Nos outros anos também vi vários grupos a tentarem aproveitar o ajuntamento da multidão para roubar, também vi confrontos entre várias pessoas, também vi momentos de tensão. A questão é que foram focos pontuais e não havia um contingente policial pronto a carregar. Havia policiamento quanto baste, só isso.
Este ano descambou. Talvez, também, porque a festa do Marquês tenha passado de uma festa quase espontânea para uma celebração organizada, com VIPs e tudo, a descair para uma rave.
É que se formos olhar para o resto da Europa, este tipo de celebrações com grandes multidões, normalmente, acabam em violência. Já todos vimos imagens dessas em Madrid, Barcelona, Paris, Milão, etc...
Quem teve culpa no Marquês? Não sei. Em jeito de piada até posso dizer que eu e os adeptos que costumam acompanhar o Benfica estamos ilibados.
Mas, se calhar, o facto de terem lá passado as imagens da agressão de Guimarães à família não terá ajudado a lidar bem com a presença policial no Marquês. Há muitos pontos de vistas e só uma conclusão: não se pode reduzir tudo a maus e bons.
No resto do país
Em Alvalade houve relatos de mais violência com a polícia a disparar sobre adeptos do Sporting. Não faço ideia qual a origem disto mas não dá para entender como é que se chega aos tiros. Se era para precaver confrontos com adeptos do Benfica em festa, então falharam. Vi no facebook o relato e as fotos de uma família que ia para o Aeroporto deixar um familiar rumo aos Açores e que levavam adereços do Benfica. Ao passarem perto do MacDonalds da BP junto ao estádio do Sporting foram agredidos e ficaram com o carro vandalizado. Era aqui que a polícia devia de estar.
Também na Luz houve quem ouvisse tiros de madrugada com a chegada dos adeptos que foram a Guimarães. Não há explicações.
Agradecer à família agredida
Eu ando há muitos anos atrás do meu clube por este país e no estrangeiro. Já vivi momentos de tensão em vários estádios, sendo que os que deixaram marcas foram no "meu" estádio. Já contei aqui e noutros espaços os meus "azares" com as forças policiais. Partiram-me o nariz à saída de um restaurante na Luz, ainda hoje não sei porquê, já levei bastonadas nas costas por ter fugido para o sitio errado na chegada de uma claque adversária.
Mas a minha preferida aconteceu quando tínhamos que ver os jogos em casa com os elementos do Corpo de Intervenção nas nossas costas. Surreal! Fartei-me de denunciar esta situação nas bancadas da Luz.
Hoje já não acontece mas durante um tempo era assim. Tanto que num derby, quando ia a festejar um golo nosso, esse momento supremo na vida de um benfiquista, ao virar-me para trás fui contra um agente que estava colado a mim porque acho que devia também ver o jogo. Como o meu gesto foi o mesmo de muitos adeptos, houve carga policial porque estávamos a ... festejar.

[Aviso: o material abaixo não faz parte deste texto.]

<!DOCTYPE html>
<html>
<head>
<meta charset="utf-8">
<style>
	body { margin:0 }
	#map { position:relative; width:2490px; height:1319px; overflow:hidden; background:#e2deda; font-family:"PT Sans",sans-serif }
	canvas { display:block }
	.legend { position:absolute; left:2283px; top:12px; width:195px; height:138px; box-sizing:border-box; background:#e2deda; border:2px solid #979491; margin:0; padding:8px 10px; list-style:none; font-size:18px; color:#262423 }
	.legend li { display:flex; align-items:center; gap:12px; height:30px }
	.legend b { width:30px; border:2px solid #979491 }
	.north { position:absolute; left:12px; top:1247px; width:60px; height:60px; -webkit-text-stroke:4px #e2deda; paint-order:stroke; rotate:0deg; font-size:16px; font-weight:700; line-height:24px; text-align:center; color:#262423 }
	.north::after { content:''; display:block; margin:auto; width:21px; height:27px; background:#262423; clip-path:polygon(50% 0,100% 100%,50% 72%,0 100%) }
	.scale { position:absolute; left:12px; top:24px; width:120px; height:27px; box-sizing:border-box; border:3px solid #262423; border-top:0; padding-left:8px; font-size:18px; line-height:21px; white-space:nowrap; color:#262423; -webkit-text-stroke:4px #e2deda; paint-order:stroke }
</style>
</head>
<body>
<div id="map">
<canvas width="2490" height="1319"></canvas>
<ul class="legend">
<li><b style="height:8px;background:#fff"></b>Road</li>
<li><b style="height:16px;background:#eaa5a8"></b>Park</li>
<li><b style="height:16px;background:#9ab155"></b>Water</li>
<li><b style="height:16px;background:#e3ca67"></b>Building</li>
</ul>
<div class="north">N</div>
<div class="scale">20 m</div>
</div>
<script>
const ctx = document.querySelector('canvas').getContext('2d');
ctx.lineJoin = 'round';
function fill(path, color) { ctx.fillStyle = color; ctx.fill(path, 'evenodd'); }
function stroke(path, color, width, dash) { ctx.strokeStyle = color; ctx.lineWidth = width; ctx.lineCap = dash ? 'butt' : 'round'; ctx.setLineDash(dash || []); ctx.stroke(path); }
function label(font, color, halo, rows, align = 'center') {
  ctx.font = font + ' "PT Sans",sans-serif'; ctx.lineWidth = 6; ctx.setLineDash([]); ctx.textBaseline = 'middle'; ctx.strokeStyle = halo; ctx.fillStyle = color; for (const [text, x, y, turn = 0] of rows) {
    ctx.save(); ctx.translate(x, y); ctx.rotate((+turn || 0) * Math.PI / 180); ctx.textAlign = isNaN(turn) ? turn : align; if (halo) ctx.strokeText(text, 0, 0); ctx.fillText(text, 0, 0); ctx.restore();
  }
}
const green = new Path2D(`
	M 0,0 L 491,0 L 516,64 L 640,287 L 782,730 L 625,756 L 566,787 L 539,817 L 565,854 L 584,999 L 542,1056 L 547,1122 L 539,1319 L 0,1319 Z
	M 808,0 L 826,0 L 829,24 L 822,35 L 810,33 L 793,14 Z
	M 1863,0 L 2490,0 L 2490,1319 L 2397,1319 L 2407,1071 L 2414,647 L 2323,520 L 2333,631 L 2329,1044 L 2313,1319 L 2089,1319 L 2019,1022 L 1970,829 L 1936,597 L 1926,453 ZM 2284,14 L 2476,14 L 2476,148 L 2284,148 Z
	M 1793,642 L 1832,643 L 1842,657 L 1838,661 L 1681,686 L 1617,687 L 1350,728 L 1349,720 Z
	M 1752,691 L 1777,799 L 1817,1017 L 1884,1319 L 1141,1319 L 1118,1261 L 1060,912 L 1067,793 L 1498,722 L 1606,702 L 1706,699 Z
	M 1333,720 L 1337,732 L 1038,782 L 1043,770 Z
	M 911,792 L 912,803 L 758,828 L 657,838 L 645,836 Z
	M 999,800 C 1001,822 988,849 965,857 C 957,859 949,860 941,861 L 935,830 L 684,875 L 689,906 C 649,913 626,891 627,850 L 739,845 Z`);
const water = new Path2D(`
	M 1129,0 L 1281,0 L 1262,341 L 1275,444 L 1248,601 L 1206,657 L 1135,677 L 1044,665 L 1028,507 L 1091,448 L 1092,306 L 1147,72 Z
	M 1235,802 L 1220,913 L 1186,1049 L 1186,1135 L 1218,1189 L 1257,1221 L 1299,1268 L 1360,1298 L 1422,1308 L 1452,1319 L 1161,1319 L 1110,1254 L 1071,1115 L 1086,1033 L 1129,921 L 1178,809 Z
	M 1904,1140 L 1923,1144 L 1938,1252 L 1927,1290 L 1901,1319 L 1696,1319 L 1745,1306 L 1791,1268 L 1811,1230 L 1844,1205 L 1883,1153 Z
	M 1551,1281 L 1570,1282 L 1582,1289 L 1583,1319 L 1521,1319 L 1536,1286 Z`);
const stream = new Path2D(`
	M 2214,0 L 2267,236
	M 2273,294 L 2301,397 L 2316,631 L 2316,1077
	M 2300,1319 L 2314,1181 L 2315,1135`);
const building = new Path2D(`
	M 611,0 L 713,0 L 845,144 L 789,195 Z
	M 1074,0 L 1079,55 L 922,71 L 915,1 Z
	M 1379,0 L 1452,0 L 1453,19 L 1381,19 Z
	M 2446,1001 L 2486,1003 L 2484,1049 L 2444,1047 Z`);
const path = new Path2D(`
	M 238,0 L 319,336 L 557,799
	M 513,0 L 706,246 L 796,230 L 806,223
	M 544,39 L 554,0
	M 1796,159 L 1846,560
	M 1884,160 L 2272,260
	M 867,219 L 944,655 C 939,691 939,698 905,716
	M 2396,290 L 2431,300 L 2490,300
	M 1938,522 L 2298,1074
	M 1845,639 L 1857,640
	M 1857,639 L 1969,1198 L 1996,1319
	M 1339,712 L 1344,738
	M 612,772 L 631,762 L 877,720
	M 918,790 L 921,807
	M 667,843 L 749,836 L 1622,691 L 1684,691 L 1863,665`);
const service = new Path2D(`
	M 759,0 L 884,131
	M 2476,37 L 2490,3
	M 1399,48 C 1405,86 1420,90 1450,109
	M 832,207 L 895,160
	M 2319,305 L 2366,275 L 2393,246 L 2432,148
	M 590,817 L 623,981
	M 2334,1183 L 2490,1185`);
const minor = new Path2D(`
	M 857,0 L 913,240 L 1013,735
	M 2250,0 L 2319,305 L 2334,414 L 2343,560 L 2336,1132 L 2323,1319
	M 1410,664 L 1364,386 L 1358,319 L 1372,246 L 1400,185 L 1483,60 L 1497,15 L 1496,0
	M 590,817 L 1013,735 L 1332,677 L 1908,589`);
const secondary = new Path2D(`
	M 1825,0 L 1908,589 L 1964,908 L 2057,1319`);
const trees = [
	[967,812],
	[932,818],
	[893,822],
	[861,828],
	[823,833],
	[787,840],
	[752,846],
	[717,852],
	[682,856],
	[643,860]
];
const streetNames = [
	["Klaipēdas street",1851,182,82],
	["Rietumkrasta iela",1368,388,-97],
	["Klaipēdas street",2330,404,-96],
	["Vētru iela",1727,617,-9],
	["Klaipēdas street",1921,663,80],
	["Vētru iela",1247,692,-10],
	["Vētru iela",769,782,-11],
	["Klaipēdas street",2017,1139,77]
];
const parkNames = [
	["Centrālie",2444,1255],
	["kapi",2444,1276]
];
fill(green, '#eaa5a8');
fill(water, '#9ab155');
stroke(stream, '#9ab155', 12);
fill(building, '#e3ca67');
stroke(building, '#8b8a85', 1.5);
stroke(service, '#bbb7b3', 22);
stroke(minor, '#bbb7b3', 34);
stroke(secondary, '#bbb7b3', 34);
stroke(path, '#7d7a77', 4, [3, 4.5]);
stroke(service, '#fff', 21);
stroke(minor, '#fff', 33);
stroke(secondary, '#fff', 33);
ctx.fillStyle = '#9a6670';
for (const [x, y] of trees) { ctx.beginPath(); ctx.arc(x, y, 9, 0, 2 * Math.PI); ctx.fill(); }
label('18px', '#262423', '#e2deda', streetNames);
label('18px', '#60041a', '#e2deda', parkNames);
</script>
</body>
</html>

Isto está documentado e denunciado. Nunca aconteceu nada. Pena não termos lá a CM TV na altura.
Por tudo isto, deixo o meu agradecimento à família de Guimarães. Deu para chamar a atenção do país. É que aquilo que se viu ali acontece todas as semanas com muita gente. Brancos, pretos, asiáticos, ciganos, católicos ou muçulmanos, não interessa porque todos somos reduzidos a adeptos de futebol, que neste país é igual a carta branca para agressões.
Entretanto, a Ministra Administração Interna, Anabela Miranda Rodrigues, já se demitiu só de ver as imagens da agressão ao pai e avô em Guimarães. Ah, não? Deve ter sido por falta de oportunidade. Ah, abriu inquéritos? Então está tudo bem.
No domingo sábado há jogo da festa na Luz. Aqui recordo que no inicio da década de 80 fui à Luz ver o último jogo do campeonato contra o Vitória de Setúbal. Ganhámos 5-1 e fomos campeões. Havia uma tensão social com as autoridades no ar. No fim do jogo a tradicional invasão de campo foi o pretexto para um festival de violência entre polícia e adeptos inesquecível. Só para avisar que isto já era assim há 30 anos.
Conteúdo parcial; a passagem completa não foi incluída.